Samsung first showcased its SmartSuit technology at CES 2017, when it was literally a business suit that could track your movement. But for the Olympics, the tech giant took the same technology and applied it to a speed skating uniform that “accurately measures the height from the hips to the ice down to the millimeter,” according to Samsung. By providing info on their exact body position and displaying it on your phone, the suit allows racers to find the perfect posture for skating. Coaches can also use the phone app to send a vibration to the skater’s wrist to communicate a need to alter their posture. The suit was used by Dutch short track speed skaters Sjinkie Knegt and Suzanne Schulting during training and paid off. Knegt won a silver medal and Schulting won one gold and one bronze medal.

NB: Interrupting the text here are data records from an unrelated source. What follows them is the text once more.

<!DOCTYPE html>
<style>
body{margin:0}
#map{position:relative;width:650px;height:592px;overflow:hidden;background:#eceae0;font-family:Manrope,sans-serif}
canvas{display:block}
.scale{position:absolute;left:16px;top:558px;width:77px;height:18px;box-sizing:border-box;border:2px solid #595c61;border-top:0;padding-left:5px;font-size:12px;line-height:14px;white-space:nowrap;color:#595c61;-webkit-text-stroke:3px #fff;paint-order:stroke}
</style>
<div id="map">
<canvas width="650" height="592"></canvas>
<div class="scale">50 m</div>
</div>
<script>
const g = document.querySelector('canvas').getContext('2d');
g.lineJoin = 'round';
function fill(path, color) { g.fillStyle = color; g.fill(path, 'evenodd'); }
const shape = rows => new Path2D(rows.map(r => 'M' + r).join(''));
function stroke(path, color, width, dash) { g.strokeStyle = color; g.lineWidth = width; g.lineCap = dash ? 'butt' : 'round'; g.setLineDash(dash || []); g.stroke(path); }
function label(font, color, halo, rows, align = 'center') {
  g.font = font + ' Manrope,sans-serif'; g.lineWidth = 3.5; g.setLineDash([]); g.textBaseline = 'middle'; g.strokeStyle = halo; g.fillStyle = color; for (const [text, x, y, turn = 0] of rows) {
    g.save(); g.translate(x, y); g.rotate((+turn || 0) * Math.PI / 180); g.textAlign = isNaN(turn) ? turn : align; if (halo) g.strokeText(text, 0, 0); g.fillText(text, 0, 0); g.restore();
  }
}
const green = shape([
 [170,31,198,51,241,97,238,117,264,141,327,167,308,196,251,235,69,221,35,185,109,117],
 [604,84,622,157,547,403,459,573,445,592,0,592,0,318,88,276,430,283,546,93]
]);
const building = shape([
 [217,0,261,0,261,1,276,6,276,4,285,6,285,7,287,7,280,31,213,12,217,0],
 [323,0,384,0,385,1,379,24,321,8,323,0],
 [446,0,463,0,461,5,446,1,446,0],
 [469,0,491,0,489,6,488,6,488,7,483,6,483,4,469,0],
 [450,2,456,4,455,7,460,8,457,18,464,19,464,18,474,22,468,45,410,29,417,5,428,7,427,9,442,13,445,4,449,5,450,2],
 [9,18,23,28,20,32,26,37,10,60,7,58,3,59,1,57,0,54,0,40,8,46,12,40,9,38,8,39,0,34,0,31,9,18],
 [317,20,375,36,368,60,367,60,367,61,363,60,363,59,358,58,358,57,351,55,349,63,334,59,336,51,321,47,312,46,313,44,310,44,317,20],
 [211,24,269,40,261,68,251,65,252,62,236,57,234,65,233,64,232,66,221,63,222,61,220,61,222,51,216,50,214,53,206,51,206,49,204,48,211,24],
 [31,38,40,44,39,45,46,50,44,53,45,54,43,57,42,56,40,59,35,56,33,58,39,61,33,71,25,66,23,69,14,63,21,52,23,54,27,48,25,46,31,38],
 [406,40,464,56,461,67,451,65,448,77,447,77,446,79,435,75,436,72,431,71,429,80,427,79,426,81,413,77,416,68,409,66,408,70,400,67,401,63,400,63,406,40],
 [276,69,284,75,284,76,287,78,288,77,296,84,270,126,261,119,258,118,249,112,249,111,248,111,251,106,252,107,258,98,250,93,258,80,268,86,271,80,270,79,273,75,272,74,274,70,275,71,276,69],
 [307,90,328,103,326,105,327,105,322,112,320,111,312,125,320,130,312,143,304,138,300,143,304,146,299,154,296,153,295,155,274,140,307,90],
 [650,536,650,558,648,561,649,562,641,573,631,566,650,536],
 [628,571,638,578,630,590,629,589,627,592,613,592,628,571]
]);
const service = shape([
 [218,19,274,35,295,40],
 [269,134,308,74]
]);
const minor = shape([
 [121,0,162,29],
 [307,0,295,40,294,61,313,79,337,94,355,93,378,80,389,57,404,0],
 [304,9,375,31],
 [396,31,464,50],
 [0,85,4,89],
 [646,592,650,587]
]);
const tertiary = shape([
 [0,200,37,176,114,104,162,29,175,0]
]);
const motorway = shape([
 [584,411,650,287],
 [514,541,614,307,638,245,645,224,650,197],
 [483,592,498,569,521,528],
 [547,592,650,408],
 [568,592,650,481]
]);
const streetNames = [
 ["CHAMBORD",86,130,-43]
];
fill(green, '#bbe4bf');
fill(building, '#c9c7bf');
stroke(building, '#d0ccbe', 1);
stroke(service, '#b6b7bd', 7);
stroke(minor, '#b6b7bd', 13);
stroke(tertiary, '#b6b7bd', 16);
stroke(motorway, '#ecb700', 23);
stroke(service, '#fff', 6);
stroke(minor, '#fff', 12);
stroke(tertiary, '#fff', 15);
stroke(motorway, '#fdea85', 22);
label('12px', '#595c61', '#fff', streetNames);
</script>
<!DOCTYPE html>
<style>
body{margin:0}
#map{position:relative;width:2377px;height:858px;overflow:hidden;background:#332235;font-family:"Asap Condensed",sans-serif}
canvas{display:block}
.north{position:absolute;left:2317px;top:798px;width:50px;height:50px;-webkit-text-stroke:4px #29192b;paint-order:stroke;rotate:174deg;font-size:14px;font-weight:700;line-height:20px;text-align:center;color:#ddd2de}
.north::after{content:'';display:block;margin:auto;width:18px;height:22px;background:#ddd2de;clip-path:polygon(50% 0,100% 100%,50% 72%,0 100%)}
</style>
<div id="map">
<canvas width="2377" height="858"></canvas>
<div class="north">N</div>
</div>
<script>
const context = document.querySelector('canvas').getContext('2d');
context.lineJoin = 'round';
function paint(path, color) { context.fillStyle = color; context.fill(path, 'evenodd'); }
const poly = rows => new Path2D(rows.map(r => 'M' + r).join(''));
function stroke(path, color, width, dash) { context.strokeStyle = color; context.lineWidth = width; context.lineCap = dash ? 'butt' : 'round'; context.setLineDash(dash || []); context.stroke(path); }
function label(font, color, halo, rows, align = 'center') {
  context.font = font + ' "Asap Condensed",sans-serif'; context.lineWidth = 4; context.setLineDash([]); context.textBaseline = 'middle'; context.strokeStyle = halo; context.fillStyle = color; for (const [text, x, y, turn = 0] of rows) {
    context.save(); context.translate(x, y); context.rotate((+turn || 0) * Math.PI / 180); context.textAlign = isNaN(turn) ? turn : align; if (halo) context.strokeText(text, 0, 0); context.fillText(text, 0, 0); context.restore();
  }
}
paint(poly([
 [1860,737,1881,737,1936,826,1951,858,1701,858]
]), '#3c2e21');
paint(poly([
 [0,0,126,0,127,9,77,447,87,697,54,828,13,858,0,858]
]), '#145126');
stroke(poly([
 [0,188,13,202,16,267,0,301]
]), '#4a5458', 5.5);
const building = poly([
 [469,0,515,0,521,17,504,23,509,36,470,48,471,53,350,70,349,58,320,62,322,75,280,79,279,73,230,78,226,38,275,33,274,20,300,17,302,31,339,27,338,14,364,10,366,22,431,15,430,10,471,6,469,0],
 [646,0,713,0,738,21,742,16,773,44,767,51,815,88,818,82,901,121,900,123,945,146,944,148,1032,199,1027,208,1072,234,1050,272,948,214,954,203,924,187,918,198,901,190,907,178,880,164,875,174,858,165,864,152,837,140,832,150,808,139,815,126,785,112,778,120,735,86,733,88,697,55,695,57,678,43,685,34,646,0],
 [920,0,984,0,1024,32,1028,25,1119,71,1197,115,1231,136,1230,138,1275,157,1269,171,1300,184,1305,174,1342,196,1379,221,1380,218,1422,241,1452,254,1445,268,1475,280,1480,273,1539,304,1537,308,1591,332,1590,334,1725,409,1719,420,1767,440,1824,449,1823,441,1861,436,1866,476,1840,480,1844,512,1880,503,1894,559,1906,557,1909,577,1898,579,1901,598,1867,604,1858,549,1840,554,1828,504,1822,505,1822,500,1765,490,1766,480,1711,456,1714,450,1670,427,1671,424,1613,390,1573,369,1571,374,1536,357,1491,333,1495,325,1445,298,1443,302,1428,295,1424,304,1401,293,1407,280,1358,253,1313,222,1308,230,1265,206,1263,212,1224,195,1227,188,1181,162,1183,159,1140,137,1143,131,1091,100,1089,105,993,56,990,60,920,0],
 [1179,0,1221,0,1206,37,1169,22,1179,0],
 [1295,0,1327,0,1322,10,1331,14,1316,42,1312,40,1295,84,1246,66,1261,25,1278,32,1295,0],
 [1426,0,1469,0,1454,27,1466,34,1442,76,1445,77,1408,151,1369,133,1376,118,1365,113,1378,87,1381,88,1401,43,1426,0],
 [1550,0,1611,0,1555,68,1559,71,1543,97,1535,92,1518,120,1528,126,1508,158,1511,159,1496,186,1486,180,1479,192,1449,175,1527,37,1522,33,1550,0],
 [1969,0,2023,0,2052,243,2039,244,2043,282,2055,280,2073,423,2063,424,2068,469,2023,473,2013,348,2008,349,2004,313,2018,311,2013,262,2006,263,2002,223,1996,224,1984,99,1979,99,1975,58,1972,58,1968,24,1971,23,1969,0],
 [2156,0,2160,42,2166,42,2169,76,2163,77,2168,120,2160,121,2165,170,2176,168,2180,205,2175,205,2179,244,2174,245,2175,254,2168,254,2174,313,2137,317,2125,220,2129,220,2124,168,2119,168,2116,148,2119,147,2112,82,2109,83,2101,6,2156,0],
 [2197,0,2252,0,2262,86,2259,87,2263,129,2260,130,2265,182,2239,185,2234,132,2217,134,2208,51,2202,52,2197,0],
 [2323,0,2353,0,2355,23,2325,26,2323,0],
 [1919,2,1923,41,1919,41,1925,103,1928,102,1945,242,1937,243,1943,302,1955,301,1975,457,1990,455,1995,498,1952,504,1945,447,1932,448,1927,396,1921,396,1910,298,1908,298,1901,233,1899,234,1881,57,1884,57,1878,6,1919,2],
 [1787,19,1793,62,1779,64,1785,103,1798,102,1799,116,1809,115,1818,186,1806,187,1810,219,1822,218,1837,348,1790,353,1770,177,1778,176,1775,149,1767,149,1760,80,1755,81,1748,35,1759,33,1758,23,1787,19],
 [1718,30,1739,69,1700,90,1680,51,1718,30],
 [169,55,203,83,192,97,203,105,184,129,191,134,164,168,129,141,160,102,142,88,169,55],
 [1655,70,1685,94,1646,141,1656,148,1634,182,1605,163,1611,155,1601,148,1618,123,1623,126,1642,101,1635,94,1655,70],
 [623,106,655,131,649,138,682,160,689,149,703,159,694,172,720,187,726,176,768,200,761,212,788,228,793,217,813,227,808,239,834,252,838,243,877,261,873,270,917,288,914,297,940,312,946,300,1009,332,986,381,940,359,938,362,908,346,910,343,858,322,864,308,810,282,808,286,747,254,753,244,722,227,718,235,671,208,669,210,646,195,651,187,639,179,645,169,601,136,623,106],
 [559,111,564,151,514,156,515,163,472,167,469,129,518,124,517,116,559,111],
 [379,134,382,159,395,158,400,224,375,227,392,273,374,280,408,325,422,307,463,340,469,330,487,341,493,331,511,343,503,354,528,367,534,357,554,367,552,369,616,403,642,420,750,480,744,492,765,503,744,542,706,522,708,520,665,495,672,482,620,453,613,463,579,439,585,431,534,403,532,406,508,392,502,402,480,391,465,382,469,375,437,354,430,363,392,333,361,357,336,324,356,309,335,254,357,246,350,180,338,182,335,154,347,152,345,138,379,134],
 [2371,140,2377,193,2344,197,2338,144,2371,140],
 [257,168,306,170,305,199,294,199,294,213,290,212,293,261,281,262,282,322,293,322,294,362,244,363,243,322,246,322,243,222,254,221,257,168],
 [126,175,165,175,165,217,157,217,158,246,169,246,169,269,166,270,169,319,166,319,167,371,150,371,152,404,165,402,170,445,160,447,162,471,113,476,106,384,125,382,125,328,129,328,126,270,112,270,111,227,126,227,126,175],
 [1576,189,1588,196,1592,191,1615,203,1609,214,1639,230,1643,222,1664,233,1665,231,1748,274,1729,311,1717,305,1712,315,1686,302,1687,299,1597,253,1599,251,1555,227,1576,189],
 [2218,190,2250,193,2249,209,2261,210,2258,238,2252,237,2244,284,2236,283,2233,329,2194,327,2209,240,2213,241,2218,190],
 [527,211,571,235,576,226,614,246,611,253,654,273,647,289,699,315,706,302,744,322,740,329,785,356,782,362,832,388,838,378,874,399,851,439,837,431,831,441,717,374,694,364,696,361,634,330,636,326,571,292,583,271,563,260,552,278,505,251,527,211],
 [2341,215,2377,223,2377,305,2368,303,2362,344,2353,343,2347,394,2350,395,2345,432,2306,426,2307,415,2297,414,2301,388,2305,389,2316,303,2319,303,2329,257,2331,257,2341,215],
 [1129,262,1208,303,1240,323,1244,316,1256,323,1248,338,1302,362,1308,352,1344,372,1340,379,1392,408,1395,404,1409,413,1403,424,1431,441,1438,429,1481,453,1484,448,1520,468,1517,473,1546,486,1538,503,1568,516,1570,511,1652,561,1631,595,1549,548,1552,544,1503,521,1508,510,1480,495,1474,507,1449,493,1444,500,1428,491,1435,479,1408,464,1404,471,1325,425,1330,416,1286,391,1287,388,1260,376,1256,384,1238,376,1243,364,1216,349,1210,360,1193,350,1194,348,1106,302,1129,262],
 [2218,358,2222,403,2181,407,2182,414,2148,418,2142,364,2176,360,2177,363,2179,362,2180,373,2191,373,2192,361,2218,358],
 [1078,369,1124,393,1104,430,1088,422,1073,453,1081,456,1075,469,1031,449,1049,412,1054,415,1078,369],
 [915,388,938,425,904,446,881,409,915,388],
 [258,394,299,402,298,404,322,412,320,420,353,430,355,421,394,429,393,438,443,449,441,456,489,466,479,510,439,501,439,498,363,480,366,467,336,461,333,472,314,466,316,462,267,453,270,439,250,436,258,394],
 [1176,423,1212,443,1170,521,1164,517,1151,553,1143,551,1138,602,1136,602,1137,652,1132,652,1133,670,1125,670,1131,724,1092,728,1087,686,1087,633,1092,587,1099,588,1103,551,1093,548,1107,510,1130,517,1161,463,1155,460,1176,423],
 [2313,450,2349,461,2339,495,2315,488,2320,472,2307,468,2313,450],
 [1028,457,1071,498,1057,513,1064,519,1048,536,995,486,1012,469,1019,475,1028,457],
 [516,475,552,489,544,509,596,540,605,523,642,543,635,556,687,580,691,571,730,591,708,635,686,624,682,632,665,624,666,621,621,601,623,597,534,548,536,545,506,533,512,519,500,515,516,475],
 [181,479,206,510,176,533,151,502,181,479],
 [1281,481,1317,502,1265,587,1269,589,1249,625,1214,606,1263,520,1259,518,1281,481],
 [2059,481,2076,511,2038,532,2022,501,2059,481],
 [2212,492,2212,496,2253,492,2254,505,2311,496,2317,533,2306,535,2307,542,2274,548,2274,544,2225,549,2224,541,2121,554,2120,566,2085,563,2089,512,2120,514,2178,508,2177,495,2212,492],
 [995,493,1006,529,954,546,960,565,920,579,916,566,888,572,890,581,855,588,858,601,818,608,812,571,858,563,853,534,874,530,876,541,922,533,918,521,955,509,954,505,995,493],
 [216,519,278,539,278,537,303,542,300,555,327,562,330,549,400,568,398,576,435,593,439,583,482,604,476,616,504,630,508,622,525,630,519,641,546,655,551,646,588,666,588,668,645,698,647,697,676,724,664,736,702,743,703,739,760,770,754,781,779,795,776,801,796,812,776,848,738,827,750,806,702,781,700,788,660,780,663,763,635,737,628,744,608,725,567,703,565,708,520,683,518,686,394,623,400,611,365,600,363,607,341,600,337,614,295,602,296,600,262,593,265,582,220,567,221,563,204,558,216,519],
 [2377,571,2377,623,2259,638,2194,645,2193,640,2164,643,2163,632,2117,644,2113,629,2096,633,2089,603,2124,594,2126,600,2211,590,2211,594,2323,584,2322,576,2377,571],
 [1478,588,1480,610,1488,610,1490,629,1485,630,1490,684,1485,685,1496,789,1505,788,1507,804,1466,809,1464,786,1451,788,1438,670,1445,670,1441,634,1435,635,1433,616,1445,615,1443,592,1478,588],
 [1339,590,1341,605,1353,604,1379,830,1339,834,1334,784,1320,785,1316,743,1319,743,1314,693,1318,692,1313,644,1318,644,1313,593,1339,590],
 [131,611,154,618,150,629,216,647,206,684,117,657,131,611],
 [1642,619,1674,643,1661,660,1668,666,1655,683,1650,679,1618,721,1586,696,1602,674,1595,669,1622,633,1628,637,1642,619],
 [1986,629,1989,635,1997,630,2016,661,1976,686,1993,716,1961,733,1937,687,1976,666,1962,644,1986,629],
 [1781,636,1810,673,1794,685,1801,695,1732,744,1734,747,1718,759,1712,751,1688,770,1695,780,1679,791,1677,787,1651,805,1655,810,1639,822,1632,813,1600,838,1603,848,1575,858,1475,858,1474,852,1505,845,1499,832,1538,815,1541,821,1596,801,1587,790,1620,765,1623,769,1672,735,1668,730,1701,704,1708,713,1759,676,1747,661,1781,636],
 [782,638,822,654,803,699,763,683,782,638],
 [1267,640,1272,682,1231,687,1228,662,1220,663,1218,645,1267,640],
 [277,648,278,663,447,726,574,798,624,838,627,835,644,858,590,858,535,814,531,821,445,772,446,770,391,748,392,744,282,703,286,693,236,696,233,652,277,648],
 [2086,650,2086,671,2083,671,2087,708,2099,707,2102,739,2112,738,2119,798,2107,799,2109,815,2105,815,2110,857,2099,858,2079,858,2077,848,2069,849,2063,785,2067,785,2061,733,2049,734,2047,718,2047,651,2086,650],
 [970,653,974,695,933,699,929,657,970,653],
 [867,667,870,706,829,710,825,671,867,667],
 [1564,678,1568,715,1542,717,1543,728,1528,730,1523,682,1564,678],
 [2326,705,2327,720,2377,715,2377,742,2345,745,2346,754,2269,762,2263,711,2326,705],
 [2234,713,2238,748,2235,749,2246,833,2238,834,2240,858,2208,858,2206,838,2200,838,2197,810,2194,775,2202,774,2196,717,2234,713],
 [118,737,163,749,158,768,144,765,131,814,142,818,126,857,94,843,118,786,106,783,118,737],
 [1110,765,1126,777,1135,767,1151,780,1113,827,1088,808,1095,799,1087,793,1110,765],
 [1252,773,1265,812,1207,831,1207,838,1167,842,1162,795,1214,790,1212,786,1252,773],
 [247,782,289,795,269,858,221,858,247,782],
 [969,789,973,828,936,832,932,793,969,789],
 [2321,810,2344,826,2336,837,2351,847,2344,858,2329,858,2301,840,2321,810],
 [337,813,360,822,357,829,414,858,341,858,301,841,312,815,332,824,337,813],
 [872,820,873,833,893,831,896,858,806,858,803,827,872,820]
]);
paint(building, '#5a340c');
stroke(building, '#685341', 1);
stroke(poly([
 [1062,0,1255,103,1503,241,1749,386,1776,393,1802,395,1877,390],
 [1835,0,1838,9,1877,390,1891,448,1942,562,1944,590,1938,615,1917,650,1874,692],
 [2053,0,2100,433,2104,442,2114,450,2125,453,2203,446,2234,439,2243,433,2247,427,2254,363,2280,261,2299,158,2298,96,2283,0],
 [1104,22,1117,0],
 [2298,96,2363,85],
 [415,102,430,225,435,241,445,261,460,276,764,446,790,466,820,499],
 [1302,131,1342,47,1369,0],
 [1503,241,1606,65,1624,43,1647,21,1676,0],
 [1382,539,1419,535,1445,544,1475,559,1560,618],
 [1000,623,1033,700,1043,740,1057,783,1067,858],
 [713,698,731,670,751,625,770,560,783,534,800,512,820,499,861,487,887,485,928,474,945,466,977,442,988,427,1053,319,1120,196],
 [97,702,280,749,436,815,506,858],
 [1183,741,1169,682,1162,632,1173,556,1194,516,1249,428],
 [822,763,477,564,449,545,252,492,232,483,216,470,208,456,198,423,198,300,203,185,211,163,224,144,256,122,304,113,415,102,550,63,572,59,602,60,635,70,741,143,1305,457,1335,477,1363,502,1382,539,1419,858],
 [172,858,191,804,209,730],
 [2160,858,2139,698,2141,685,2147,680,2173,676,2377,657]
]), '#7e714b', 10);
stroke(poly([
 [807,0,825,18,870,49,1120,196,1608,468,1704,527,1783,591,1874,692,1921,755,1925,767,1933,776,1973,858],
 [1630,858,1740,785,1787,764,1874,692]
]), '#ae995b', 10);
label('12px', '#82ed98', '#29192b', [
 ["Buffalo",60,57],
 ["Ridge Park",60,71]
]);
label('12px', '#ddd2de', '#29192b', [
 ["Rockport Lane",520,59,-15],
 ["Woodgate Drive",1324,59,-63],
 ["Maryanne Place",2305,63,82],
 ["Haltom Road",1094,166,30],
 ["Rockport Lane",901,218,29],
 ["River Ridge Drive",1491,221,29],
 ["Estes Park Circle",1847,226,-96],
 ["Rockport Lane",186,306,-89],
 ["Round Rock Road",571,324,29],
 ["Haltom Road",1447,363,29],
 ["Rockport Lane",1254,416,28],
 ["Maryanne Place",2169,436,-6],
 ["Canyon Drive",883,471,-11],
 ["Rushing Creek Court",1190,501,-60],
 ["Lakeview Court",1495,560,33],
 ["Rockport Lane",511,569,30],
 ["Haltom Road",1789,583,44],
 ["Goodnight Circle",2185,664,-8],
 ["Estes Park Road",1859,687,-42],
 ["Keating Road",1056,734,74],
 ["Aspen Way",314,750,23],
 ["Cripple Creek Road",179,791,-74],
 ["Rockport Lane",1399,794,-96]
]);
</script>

To ensure these advanced devices stay connected, athletes and attendees depend on a new mobile network called 5G. South Korean mobile carrier KT is leading Pyeongchang’s 5G efforts, which could offer internet speeds roughly 100 times faster than what we have now. Olympic officials can seamlessly livestream in HD, 360 degrees or virtual reality with the new network. They are even using 5G to power a security system to deter wild boars with 360 degree cameras and drones. 5G has been a long-time coming – for years tech companies have acknowledged the need for stronger networks to match the increase in internet-enabled devices and advanced video forms. And at CES 2018, industry leaders such as Qualcomm and Intel showcased their investments and advances with 5G.

 The 2018 Winter Olympic games conclude on Sunday, February 25.